On an otherwise uneventful day in September of 2010, Mike Edwards, former cello player for the English band ELO was driving his white Transit on a road near Kingsbridge in South Devon when a bale of hay (described by police as "cylindrical") rolled down a nearby hill, hurtled over a hedge, and hit Edwards' vehicle, sending it crashing into another van. The driver of the second van emerged unhurt from the incident, but the 62-year-old Edwards was killed instantly. And that's only one bizarre death in a long list of bizzare deaths in rock and roll. In May of 1976, Keith Relf, former guitarist for the Yardbirds, was at his house in London rehearsing new material for an upcoming reunion album with his post-Yardbirds band, Renaissance, when he was electrocuted due to improper grounding of his guitar. Four years prior, Leslie Harvey, lead singer for Stone The Crows, was performing with his band at Swansea Top Rank when he grabbed an improperly grounded microphone with wet hands and was electrocuted in full view of the audience. And although not technically a rock and roll star, French musician and songwriter Claude Francois, who wrote the original version of "My Way", was electrocuted when he attempted to replace a light bulb whilst standing in a bathtub filled with water.

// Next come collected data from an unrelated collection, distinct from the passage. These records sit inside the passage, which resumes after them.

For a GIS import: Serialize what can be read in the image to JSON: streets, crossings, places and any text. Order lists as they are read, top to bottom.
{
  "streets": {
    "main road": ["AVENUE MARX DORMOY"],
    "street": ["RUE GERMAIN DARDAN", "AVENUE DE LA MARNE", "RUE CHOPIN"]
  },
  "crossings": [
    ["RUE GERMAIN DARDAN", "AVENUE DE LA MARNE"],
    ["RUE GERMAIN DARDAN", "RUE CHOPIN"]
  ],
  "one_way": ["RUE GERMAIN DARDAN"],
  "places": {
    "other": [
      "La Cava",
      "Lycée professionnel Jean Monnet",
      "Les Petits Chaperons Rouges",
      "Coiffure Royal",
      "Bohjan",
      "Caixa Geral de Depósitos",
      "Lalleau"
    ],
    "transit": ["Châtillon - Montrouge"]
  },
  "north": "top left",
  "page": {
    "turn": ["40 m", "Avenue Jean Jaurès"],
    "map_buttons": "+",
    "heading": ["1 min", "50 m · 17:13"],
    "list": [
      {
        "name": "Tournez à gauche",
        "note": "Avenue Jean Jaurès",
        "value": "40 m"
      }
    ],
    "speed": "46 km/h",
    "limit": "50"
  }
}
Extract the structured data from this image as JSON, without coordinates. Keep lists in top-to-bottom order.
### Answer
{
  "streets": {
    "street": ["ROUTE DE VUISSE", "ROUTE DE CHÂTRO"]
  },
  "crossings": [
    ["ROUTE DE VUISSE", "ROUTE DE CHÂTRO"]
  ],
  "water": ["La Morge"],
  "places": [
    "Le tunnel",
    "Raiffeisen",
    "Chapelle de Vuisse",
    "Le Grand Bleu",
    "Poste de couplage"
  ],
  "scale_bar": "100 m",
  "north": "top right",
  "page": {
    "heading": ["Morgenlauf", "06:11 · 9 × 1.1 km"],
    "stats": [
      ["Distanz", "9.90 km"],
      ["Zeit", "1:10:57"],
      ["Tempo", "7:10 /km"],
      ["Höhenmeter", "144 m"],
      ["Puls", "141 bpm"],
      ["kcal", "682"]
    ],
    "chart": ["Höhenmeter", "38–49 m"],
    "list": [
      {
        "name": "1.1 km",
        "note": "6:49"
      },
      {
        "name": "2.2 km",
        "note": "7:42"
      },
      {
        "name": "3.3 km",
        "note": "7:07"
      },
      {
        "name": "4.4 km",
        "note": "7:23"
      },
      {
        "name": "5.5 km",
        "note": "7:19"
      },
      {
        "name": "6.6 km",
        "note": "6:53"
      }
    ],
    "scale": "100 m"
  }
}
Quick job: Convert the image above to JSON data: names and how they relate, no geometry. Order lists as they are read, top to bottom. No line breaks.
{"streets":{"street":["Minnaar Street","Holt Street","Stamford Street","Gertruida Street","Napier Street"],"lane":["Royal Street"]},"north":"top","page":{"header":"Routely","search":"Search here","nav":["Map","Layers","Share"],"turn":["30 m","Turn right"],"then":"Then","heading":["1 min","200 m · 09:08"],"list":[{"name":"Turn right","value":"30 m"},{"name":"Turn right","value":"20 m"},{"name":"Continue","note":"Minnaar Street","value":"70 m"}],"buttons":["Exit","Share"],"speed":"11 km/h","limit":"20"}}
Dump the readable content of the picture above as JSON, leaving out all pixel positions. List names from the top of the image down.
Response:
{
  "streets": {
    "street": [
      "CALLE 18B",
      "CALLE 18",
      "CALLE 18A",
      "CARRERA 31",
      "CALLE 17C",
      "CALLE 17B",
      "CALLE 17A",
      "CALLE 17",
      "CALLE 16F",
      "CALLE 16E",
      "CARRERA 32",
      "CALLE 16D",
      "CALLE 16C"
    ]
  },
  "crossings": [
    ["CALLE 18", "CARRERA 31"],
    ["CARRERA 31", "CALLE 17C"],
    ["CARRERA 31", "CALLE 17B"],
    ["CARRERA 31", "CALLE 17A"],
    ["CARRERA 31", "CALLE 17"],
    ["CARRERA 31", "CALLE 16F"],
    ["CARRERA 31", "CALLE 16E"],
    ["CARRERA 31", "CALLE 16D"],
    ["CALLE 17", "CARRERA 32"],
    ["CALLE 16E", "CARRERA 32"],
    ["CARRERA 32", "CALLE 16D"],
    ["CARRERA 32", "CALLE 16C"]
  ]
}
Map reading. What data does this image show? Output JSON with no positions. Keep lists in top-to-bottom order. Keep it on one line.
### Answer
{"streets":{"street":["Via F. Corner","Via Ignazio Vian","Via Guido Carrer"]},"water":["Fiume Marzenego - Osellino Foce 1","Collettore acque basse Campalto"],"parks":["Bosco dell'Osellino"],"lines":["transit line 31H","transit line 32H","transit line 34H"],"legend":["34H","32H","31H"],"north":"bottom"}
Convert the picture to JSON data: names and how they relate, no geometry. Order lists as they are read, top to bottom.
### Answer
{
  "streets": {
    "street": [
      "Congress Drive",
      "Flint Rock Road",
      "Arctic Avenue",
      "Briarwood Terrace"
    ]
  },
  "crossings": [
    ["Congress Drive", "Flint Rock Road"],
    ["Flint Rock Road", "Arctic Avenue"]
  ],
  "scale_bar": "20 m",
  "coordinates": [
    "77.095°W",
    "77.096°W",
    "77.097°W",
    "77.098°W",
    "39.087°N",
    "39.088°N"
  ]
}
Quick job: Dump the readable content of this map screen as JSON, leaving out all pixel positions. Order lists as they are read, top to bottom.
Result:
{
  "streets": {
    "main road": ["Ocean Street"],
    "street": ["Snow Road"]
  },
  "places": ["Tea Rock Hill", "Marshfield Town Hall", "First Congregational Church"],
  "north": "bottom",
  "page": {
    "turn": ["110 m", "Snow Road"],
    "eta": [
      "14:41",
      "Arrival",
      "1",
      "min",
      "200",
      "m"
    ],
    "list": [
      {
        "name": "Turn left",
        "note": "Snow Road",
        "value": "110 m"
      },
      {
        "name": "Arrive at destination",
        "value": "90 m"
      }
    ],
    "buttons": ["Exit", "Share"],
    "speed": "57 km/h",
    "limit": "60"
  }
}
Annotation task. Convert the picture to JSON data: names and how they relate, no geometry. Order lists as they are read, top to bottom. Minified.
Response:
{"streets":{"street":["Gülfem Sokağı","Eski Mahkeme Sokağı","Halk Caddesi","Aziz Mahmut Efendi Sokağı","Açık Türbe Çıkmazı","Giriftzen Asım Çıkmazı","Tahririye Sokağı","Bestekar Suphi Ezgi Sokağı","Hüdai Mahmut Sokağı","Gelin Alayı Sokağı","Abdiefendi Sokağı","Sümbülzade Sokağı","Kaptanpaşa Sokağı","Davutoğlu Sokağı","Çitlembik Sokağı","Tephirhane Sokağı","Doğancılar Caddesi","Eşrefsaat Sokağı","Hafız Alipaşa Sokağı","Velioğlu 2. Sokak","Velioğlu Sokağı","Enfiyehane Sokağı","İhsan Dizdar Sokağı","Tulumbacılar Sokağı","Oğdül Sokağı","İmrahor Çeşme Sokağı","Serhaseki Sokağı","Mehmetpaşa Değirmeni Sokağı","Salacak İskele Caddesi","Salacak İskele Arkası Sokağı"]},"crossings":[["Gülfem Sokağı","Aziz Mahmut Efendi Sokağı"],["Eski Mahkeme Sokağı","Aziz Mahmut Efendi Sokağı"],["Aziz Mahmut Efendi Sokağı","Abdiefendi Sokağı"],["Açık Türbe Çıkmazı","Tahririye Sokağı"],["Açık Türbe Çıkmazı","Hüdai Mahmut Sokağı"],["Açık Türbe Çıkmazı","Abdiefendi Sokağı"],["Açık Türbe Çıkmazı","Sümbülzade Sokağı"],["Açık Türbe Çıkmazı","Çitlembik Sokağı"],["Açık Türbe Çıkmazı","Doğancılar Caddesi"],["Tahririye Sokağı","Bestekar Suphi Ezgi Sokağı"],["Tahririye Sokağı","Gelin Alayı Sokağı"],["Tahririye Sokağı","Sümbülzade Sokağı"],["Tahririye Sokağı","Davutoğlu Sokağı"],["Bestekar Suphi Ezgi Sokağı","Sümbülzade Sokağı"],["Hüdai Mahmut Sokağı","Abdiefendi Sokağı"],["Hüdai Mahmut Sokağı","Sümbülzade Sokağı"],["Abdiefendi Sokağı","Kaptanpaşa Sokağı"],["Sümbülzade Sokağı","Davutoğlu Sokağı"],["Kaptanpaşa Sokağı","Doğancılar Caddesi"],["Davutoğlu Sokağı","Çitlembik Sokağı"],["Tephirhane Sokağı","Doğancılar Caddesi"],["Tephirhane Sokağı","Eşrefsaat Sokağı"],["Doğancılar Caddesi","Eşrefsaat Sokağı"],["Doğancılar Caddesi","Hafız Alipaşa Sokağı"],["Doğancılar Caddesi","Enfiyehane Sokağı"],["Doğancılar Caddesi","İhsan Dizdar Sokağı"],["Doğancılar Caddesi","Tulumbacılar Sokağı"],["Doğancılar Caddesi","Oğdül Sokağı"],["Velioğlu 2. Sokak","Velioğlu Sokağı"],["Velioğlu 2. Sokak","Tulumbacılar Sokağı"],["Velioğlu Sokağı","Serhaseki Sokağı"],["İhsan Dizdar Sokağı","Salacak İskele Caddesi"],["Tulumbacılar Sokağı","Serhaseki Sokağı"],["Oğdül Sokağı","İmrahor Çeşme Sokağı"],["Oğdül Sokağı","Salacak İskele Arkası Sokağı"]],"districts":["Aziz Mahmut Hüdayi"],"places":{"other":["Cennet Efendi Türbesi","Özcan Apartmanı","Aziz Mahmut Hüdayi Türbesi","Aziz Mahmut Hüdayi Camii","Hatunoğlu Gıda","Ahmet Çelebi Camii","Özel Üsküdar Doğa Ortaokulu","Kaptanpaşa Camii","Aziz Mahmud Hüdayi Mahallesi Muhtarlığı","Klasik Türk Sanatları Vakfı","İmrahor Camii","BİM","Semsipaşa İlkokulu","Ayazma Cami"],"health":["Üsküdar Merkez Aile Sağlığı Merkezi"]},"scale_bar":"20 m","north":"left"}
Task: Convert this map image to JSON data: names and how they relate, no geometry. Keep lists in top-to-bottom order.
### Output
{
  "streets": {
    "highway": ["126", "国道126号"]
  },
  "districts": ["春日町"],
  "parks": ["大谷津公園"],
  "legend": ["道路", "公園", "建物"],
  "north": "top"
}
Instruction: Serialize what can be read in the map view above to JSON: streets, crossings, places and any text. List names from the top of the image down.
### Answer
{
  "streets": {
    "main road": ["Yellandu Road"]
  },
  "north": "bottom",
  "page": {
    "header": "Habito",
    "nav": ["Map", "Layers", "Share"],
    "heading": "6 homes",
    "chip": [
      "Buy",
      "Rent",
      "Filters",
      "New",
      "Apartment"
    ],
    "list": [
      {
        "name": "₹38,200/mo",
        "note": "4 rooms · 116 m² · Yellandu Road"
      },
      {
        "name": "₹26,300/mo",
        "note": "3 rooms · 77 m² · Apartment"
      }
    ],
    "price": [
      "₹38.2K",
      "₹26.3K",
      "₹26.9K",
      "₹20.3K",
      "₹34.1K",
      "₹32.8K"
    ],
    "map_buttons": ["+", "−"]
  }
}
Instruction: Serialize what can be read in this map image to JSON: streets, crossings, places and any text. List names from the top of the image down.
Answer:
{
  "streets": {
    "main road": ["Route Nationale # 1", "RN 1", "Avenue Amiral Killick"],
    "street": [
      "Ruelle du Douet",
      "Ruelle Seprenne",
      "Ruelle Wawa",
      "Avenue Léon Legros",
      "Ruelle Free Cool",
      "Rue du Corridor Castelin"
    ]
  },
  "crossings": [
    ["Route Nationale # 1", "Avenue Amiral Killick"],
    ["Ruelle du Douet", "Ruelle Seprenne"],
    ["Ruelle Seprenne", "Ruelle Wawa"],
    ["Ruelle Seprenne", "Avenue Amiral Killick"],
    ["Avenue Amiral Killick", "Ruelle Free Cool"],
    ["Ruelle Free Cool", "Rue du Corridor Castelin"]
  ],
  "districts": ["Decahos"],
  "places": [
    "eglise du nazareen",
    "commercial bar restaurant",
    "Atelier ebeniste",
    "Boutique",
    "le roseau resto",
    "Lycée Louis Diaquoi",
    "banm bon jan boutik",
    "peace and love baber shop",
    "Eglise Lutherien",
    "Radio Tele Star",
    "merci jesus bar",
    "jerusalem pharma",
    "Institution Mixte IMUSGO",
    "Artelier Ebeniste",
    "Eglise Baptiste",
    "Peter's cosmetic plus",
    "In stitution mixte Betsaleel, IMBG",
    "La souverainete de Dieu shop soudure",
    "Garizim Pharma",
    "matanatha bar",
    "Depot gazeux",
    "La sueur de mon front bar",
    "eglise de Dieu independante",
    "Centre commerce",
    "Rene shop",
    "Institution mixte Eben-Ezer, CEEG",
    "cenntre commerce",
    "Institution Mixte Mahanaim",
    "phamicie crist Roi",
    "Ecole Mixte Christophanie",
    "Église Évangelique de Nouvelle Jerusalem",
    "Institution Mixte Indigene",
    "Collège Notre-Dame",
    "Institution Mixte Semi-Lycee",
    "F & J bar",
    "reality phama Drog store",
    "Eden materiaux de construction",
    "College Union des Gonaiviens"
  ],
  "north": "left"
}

But lest you think that it's only bales of hay and bolts of electricty that are responsible for the deaths of rock and roll musicans, on April 23, 1991, Johnny Thunders (nee John Anthony Genzale, Jr.), founding member of the iconic New York punk band, The Heartbreakers, was found dead at the St. Peter's House hotel in New Orleans in a room that had clearly been ransacked. Among the missing items were Thunders' passport, his makeup, and clothes. But it was the state of his corpse that sent shudders up the spines of those who knew him. Police who entered the room found Thunders' body lying underneath a coffee table, "twisted up like a pretzel." Witnesses who saw the body bag being removed from the hotel described its shape as "horrific." Even more mystifying, Thunders had been taking methadone in an effort o get off harder drugs, but the coroner said that the amount found in his system was "not lethal." Thunders' manager, Mick Webster tried to convince the police to open a criminal investigation, but they refused. "They couldn't have cared less. To them, it was just one more junkie who had wandered into town and died," Webster said bitterly.


JOHNNY THUNDERS: LIVED HARD AND DIED...LIKE A PRETZEL.

That's it for now...from beyond the pale.